> _WORK TO COMPLETE_: Which lines of the records below contain the string "coordinates"? Report each of them.

==*==

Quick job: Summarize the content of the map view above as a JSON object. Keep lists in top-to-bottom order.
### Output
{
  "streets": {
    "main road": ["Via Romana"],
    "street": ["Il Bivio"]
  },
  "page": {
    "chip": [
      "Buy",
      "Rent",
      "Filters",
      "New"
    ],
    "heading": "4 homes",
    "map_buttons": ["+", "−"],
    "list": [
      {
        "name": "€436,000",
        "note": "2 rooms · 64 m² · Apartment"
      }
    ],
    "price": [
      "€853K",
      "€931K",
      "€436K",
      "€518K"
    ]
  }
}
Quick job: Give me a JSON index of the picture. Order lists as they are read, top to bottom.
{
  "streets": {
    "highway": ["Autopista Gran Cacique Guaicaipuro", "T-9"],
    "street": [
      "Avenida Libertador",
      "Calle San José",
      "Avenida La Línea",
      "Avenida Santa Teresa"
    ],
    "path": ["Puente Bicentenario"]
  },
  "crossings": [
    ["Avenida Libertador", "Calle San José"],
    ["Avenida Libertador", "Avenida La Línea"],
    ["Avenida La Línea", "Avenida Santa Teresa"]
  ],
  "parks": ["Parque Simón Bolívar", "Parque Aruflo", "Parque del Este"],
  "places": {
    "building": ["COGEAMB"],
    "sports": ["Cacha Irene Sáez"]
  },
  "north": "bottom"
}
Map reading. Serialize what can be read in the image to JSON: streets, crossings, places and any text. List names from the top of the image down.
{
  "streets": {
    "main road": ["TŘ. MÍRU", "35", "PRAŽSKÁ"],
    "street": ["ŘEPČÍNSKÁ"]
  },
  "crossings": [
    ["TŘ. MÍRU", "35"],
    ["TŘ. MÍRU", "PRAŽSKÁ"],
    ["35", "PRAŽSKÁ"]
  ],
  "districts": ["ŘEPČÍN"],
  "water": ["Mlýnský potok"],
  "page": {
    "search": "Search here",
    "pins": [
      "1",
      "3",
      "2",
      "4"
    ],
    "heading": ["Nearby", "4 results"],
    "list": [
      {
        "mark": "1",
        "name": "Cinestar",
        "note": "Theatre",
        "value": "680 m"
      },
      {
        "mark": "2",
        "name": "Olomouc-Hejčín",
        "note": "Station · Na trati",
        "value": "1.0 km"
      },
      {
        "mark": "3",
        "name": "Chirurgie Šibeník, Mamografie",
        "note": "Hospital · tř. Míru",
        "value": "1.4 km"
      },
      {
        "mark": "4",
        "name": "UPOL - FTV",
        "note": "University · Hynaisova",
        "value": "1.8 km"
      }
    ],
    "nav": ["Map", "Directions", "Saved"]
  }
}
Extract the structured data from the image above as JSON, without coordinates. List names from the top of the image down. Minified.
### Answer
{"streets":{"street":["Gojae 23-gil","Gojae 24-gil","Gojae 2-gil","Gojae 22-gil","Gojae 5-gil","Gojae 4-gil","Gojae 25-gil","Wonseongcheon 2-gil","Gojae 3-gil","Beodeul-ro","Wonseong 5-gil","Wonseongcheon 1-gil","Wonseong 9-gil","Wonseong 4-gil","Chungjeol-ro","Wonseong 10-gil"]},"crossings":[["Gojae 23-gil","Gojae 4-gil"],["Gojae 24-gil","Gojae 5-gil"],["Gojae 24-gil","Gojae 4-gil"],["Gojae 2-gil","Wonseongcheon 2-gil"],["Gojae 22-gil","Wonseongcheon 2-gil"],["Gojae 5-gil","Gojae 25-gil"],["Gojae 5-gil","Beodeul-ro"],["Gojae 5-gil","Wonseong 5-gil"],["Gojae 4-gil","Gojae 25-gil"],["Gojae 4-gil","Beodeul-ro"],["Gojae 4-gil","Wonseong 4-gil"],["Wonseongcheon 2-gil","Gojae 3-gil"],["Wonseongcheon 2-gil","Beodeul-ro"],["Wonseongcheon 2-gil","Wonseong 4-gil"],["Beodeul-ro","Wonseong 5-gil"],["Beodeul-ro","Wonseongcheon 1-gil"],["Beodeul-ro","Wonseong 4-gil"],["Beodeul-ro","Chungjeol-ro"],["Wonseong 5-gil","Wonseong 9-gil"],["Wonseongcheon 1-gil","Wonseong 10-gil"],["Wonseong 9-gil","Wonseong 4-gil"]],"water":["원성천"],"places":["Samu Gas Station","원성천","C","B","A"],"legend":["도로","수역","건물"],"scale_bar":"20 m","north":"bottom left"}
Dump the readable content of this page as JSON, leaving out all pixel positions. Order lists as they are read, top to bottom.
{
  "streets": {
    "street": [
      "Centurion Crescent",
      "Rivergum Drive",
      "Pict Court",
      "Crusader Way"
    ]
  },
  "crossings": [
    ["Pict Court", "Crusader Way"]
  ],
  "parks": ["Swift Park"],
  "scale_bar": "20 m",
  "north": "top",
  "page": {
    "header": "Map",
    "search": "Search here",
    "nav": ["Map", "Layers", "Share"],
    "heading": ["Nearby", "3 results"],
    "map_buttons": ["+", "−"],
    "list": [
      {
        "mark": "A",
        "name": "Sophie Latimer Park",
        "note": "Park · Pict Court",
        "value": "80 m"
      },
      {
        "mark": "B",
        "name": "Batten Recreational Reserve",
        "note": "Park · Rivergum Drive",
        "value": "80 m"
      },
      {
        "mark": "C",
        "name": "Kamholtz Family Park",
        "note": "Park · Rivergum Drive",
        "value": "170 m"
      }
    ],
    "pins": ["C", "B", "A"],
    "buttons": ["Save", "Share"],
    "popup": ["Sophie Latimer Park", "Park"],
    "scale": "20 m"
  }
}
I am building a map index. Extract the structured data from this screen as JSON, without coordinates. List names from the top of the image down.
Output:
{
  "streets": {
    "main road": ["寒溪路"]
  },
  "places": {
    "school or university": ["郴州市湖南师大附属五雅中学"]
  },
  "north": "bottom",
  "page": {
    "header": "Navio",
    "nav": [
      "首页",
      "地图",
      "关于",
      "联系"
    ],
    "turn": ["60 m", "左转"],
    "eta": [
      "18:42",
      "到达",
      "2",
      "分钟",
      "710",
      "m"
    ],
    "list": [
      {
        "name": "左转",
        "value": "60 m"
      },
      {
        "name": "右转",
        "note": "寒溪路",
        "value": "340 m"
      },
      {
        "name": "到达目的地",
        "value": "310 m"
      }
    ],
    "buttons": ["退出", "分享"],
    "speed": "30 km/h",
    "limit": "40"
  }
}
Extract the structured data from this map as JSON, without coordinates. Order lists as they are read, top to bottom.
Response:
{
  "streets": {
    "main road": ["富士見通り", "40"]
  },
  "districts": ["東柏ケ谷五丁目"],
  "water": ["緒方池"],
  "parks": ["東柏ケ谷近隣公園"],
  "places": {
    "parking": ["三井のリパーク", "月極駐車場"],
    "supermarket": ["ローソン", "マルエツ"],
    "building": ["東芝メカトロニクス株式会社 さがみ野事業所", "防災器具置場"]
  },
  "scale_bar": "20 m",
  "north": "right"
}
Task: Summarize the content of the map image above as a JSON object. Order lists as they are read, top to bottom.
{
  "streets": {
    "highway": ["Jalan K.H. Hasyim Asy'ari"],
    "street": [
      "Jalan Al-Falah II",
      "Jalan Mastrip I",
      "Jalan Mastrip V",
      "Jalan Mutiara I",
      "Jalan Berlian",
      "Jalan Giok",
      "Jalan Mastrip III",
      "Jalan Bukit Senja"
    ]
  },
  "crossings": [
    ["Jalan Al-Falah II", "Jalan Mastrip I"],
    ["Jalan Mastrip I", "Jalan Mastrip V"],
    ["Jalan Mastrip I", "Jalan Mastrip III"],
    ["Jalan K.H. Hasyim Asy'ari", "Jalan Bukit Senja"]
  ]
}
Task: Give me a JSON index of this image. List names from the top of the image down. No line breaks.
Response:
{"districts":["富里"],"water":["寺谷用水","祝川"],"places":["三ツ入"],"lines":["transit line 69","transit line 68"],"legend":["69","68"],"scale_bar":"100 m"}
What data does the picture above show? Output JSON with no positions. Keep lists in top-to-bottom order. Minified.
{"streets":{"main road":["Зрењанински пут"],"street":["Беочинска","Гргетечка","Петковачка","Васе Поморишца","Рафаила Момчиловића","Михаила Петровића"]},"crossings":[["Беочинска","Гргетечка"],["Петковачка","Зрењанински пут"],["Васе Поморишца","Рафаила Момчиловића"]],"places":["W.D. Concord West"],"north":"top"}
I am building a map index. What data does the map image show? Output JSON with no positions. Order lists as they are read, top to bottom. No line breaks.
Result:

==*==

> _RESPONSE TO THE EXERCISE_:
Extract the structured data from the image above as JSON, without coordinates. List names from the top of the image down. Minified.
I am building a map index. Extract the structured data from this screen as JSON, without coordinates. List names from the top of the image down.
Extract the structured data from this map as JSON, without coordinates. Order lists as they are read, top to bottom.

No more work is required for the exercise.